I haven’t read Obama’s memoir, so I’m only going to comment on the excerpt at Najam’s blog.
Having lived in Manhattan, during the 1980s and onward, there’s no question that the place is overwhelming. Only people born and raised there or who become Masters of the Universe there can easily stand outside of it or above it. So the specific shock of the place is unique in America, probably in the world.
But you get used to it, and Obama no doubt absorbed it and found his place in the flow. It remains overwhelming, but you can ride it like a wave, and most people do.
What I find most telling is that after his time in this very American city (and, granted, the corrosive effects of Harvard Law) that he would find his place in Chicago in the pews of Jeremiah Wright’s black power church.
That suggests to me two things: Obama needed practice being alienated from American capitalist society in New York (my point being that he was both honing and testing an already nascent Marxist faith), and then chose Chicago as his proving ground and made his political bones with the combination of hard (and racist) identity politics and the Marxism in the mask of traditional religion that he found in James Cone’s black liberation theology at Wright’s Church.
His Marxist commitment is obvious yet hidden in plain sight. It’s as if Alger Hiss was walking around as a naked Communist and it was decided, somewhere, that it would be inappropriate to bring attention to the glaringly obvious.

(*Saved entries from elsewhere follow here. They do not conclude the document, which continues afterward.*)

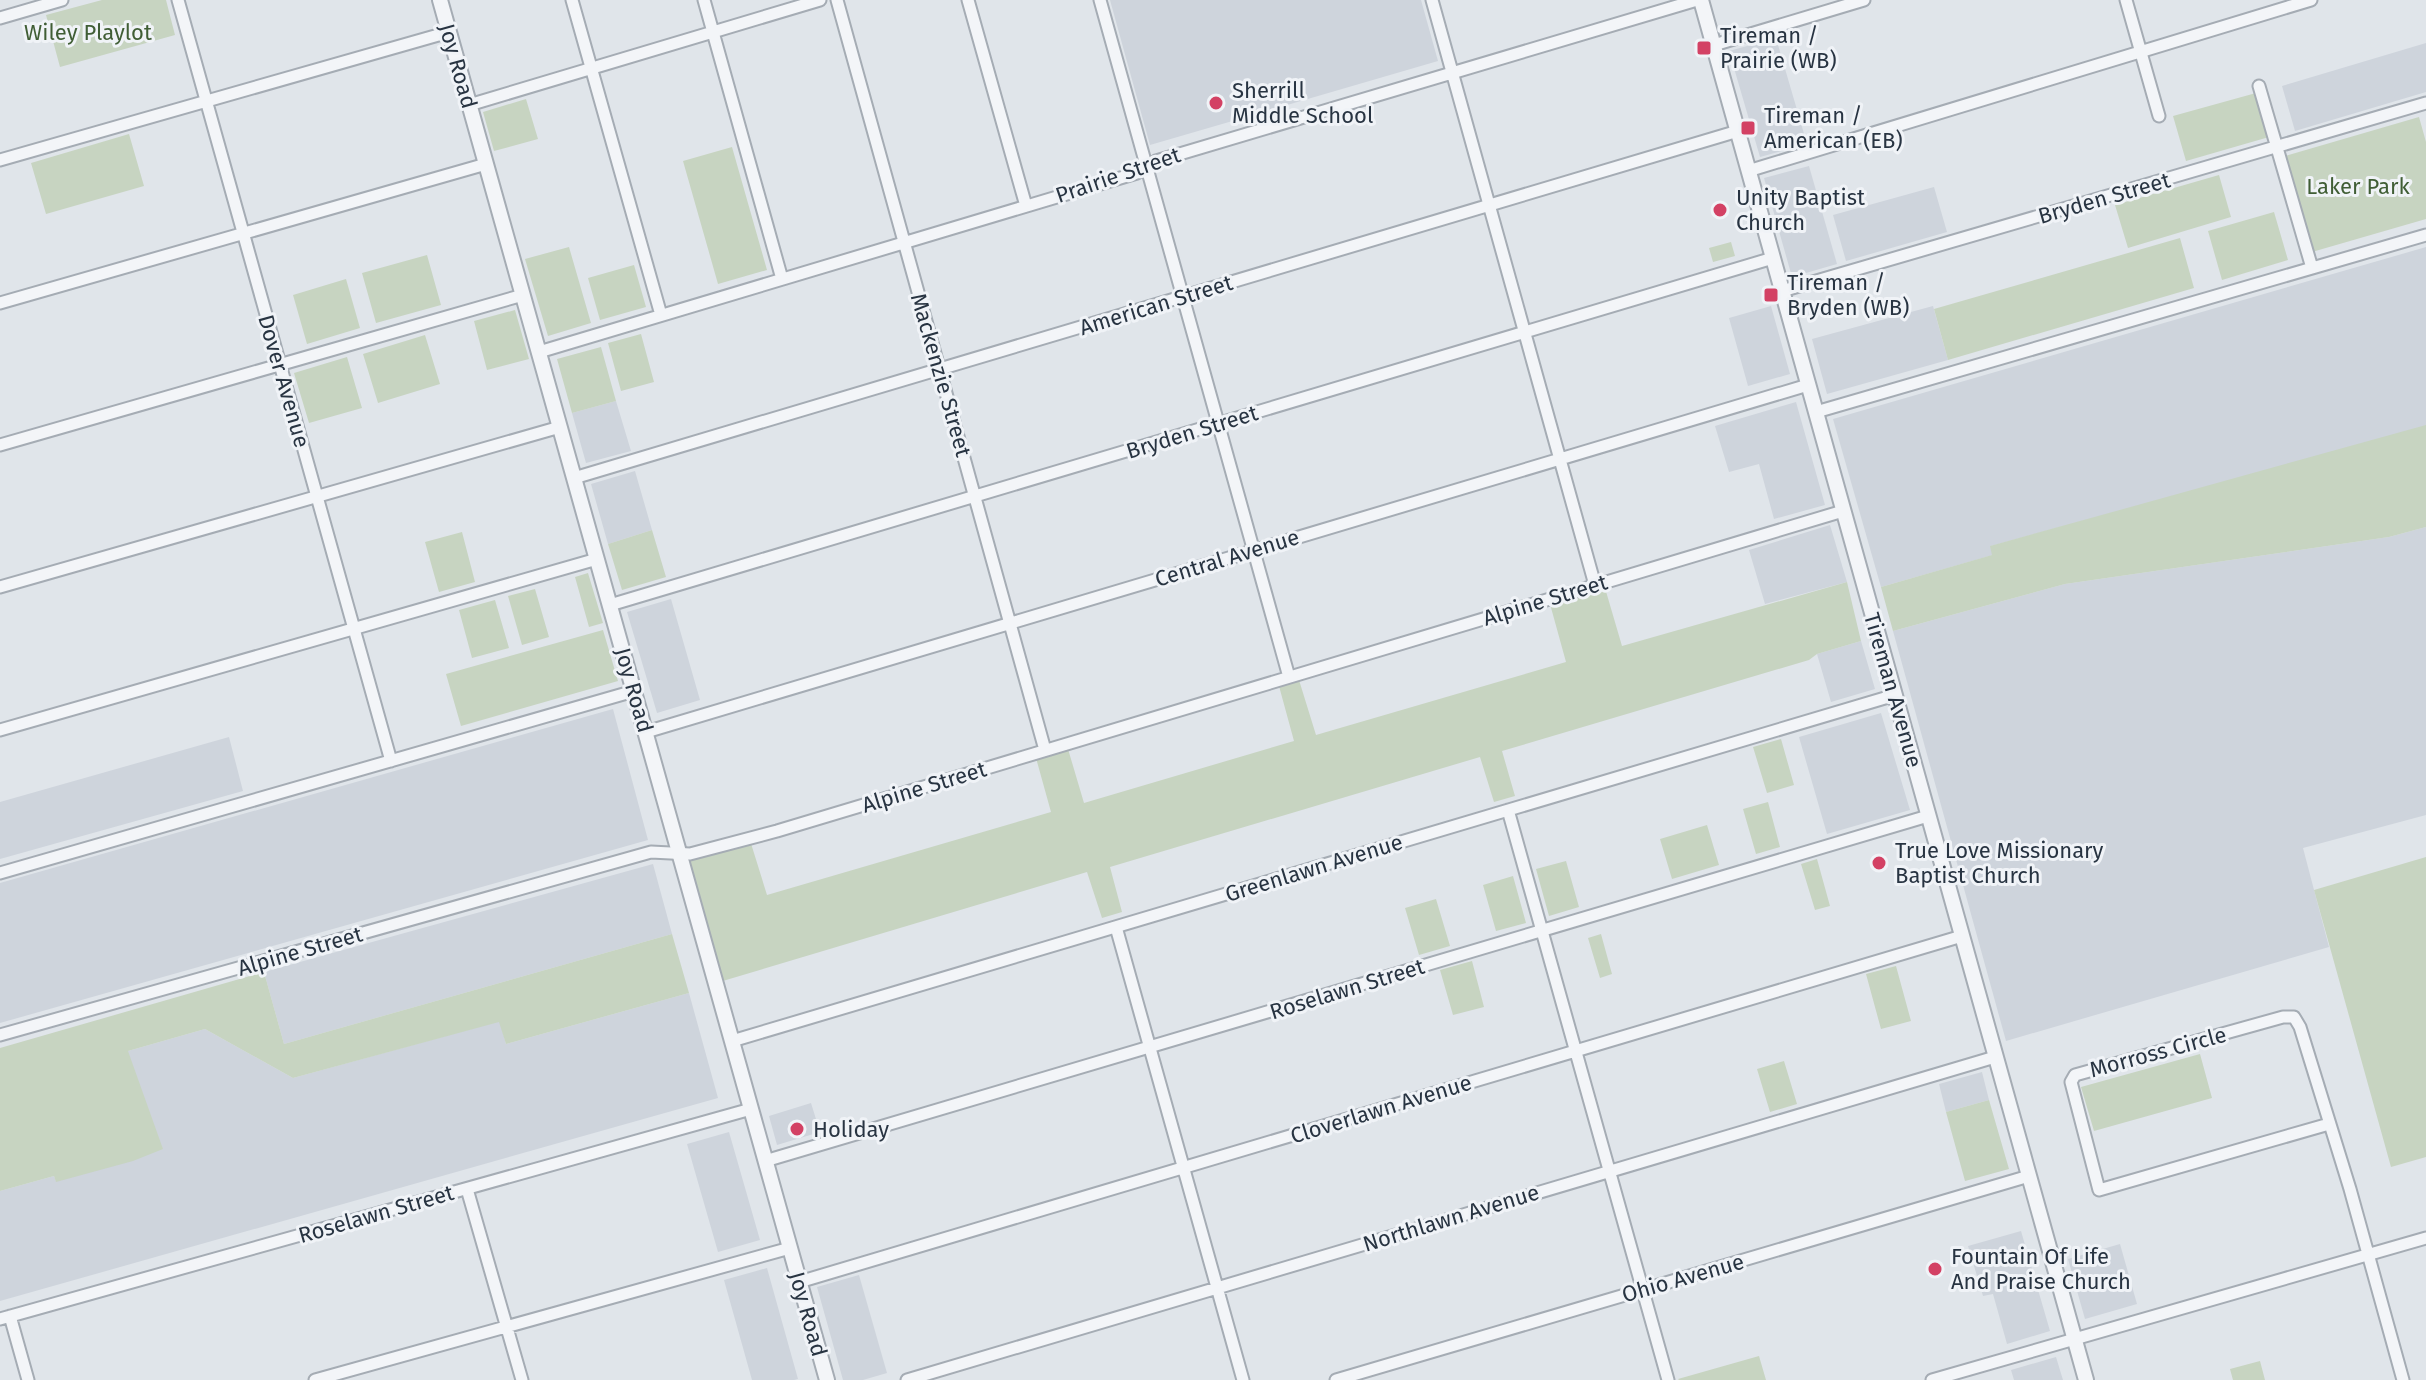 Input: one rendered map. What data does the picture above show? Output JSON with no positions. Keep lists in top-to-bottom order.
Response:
{
  "streets": {
    "street": [
      "Joy Road",
      "Prairie Street",
      "Bryden Street",
      "American Street",
      "Mackenzie Street",
      "Dover Avenue",
      "Central Avenue",
      "Alpine Street",
      "Tireman Avenue",
      "Greenlawn Avenue",
      "Roselawn Street",
      "Morross Circle",
      "Cloverlawn Avenue",
      "Northlawn Avenue",
      "Ohio Avenue"
    ]
  },
  "crossings": [
    ["Joy Road", "Prairie Street"],
    ["Joy Road", "Bryden Street"],
    ["Joy Road", "American Street"],
    ["Joy Road", "Central Avenue"],
    ["Joy Road", "Alpine Street"],
    ["Joy Road", "Greenlawn Avenue"],
    ["Joy Road", "Roselawn Street"],
    ["Joy Road", "Cloverlawn Avenue"],
    ["Prairie Street", "Mackenzie Street"],
    ["Prairie Street", "Tireman Avenue"],
    ["Bryden Street", "Mackenzie Street"],
    ["Bryden Street", "Tireman Avenue"],
    ["American Street", "Mackenzie Street"],
    ["American Street", "Tireman Avenue"],
    ["Mackenzie Street", "Central Avenue"],
    ["Mackenzie Street", "Alpine Street"],
    ["Central Avenue", "Tireman Avenue"],
    ["Alpine Street", "Tireman Avenue"],
    ["Tireman Avenue", "Greenlawn Avenue"],
    ["Tireman Avenue", "Roselawn Street"],
    ["Tireman Avenue", "Cloverlawn Avenue"],
    ["Tireman Avenue", "Northlawn Avenue"],
    ["Tireman Avenue", "Ohio Avenue"]
  ],
  "parks": ["Wiley Playlot", "Laker Park"],
  "places": {
    "transit": ["Tireman / Prairie (WB)", "Tireman / American (EB)", "Tireman / Bryden (WB)"],
    "other": [
      "Sherrill Middle School",
      "Unity Baptist Church",
      "True Love Missionary Baptist Church",
      "Holiday",
      "Fountain Of Life And Praise Church"
    ]
  }
}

Obama is not a mystery. He’s the latest Marxist gimmick. Yes, of course, the Cold War is over, blah, blah. But it was not a conflict between the U.S. and the Soviets. It was a death match between the sacred individual ordained by God and the sacred collective ordained by men. By the time the Soviets imploded, the Soviet ghost had long roamed the halls of the American university. Obama, with early training from his CPUSA friend in Hawaii, climbed the ladder at Columbia and Harvard, took his internship with Alinsky’s crowd in Chicago, and then moved into the most cranked-up, radical, mad outfit in Chicago: the “God damn America” squad.
And he’s gotten away with it, to this point, with the whole Democratic Party behind him.